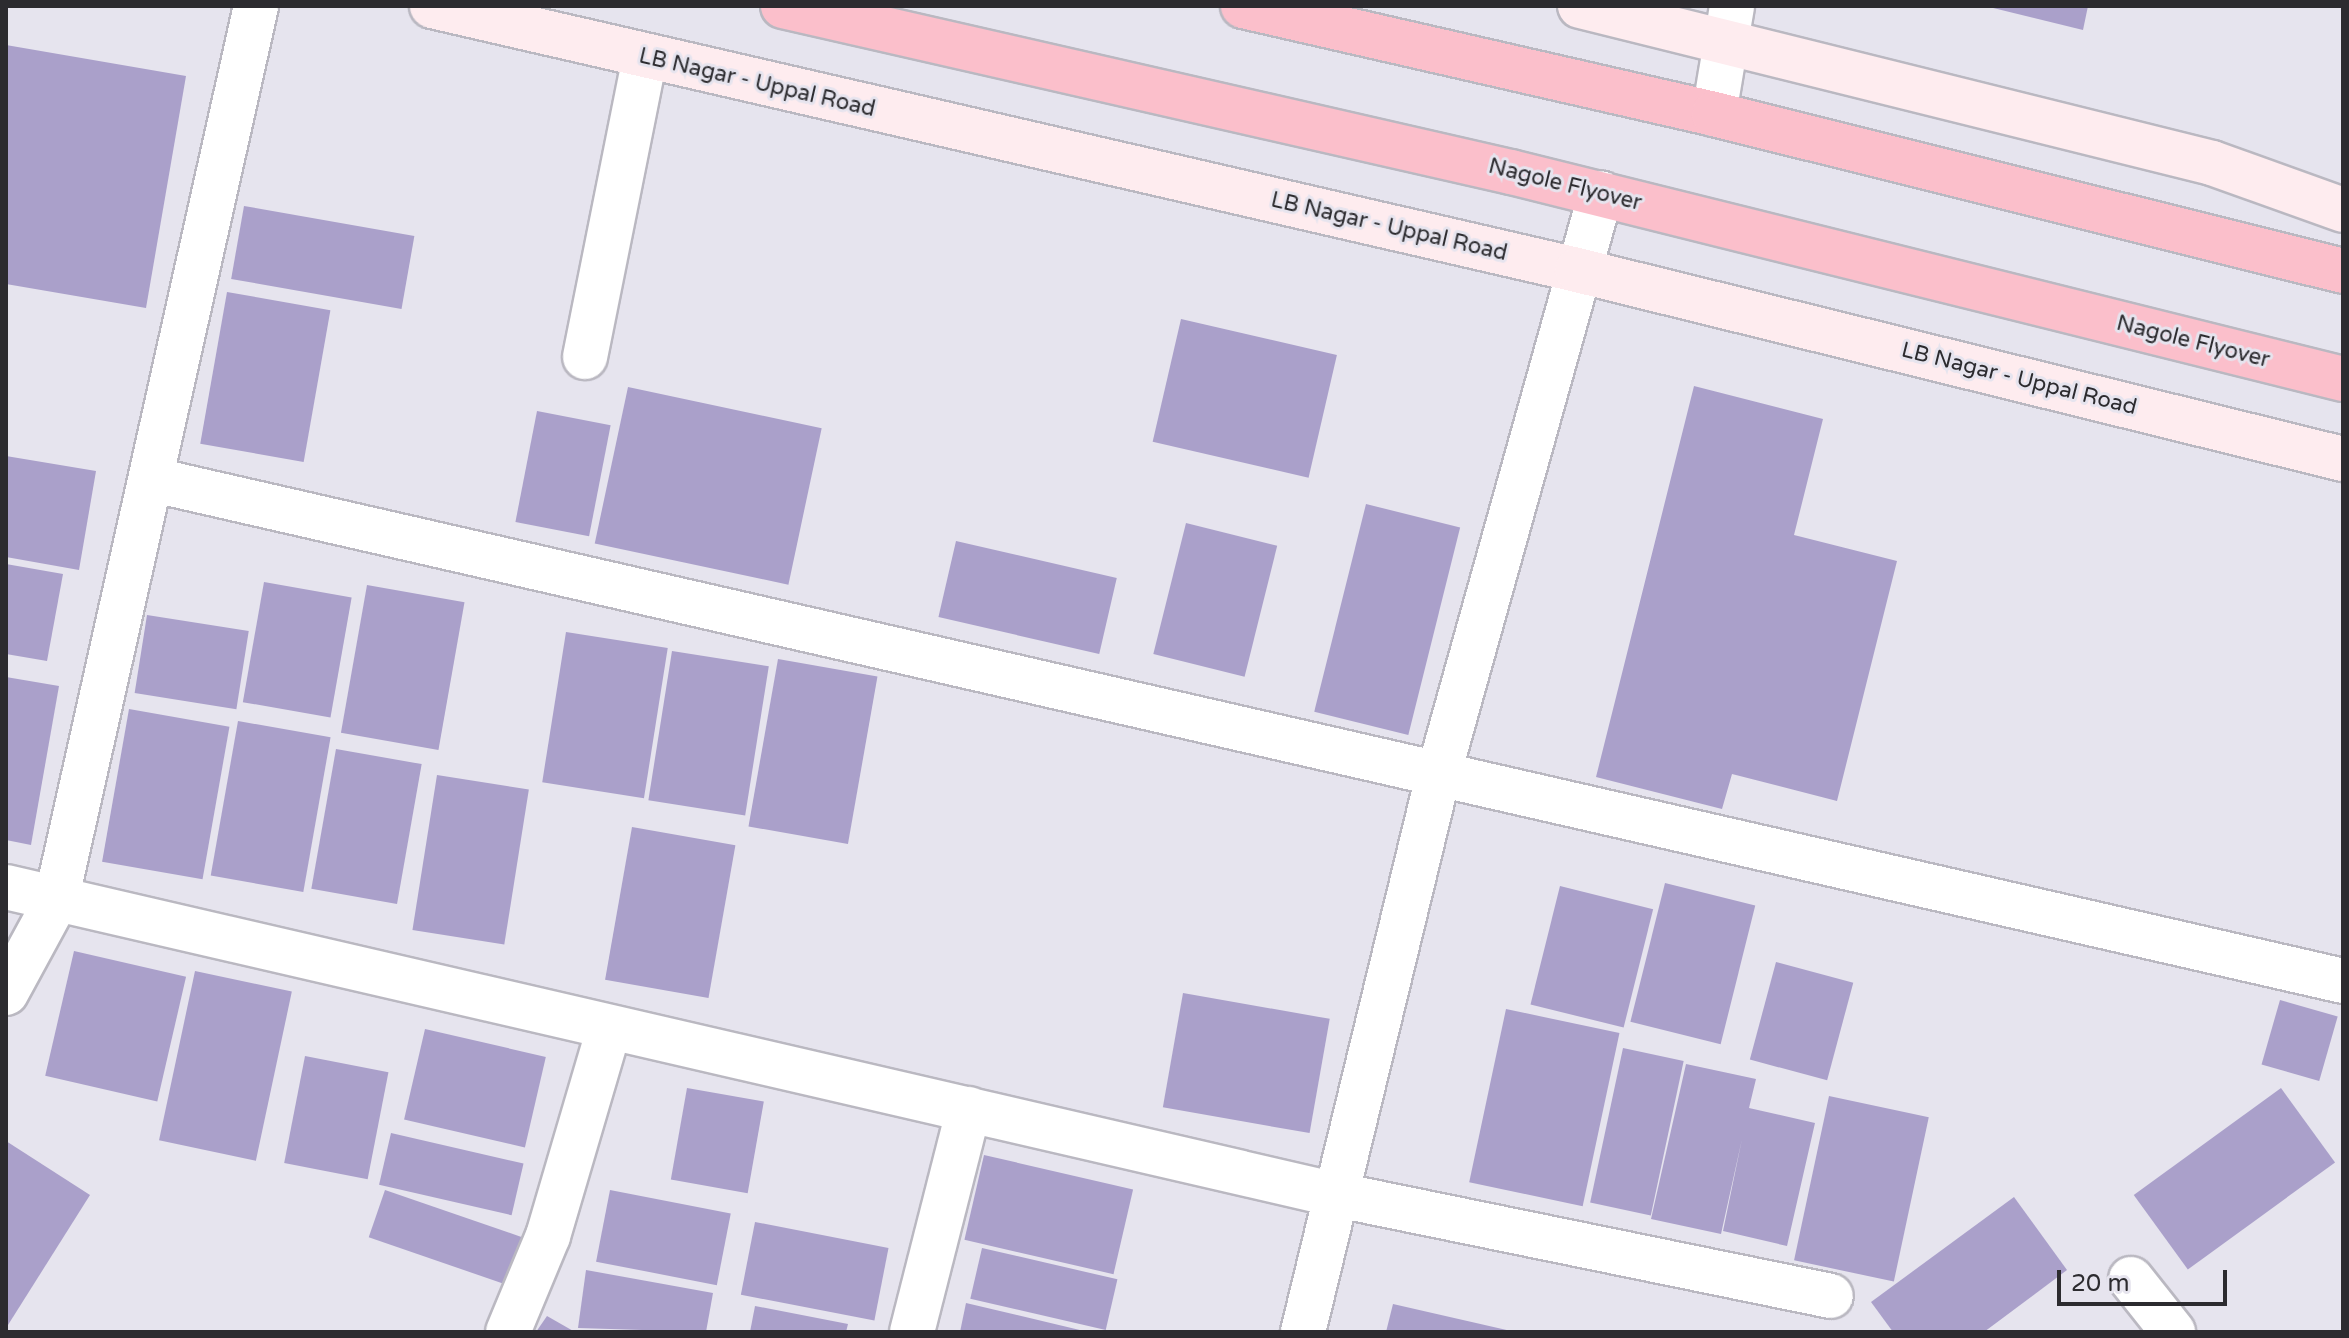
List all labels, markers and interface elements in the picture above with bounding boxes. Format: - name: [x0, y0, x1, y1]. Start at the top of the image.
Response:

--

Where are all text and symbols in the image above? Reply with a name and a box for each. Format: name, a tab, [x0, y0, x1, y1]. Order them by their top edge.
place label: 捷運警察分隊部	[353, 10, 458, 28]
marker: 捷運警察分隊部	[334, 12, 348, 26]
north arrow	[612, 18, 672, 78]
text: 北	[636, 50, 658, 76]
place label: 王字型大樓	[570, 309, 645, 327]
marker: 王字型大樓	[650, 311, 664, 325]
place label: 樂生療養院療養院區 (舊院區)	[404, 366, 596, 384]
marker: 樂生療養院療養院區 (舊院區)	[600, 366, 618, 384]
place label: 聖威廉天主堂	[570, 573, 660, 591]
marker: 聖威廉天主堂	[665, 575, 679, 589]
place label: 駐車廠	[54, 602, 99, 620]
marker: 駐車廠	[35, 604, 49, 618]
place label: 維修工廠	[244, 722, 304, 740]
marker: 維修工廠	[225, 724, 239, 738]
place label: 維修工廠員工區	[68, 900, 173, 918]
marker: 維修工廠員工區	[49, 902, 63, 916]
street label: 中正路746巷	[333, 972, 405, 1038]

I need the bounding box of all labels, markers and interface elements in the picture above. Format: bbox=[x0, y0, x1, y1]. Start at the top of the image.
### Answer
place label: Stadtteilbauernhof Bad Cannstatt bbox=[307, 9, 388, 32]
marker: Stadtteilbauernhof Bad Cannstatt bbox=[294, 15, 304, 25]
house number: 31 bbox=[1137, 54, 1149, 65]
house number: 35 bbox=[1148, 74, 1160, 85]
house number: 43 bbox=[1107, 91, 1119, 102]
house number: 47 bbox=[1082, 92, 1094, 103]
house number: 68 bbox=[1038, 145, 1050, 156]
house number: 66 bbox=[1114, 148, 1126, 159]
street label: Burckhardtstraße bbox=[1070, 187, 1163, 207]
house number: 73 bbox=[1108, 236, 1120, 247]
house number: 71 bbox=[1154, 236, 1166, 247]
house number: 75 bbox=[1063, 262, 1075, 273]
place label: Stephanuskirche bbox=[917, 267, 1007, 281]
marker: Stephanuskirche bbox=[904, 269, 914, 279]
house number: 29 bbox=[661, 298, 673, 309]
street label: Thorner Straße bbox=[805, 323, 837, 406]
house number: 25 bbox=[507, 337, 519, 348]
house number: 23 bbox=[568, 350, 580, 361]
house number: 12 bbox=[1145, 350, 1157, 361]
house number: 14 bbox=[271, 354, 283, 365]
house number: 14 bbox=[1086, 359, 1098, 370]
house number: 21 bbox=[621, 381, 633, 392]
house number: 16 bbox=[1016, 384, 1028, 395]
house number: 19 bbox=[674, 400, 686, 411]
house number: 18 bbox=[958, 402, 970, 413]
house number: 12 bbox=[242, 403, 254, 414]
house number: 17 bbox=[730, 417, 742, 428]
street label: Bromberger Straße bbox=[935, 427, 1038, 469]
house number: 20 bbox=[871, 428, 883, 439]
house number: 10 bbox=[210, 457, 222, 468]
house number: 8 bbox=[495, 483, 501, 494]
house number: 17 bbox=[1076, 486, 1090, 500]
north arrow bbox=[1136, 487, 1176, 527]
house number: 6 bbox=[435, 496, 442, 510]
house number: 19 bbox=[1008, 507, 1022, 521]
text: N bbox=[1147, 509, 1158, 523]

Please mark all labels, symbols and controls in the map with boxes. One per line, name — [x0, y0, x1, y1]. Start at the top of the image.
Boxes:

==

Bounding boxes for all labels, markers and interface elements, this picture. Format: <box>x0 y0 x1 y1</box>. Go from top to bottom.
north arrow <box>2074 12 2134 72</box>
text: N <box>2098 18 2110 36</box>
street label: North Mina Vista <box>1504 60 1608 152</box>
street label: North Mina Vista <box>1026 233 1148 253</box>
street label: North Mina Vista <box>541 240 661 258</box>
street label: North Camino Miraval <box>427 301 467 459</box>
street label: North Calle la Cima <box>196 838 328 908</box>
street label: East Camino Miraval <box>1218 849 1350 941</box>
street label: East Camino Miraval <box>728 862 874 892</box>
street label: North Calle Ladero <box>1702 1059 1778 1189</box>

**WHAT IS EXPECTED**
The answer must be every line from the records above that contains the word "Start", copied out.

**REPLY**
List all labels, markers and interface elements in the picture above with bounding boxes. Format: - name: [x0, y0, x1, y1]. Start at the top of the image.
I need the bounding box of all labels, markers and interface elements in the picture above. Format: bbox=[x0, y0, x1, y1]. Start at the top of the image.
Please mark all labels, symbols and controls in the map with boxes. One per line, name — [x0, y0, x1, y1]. Start at the top of the image.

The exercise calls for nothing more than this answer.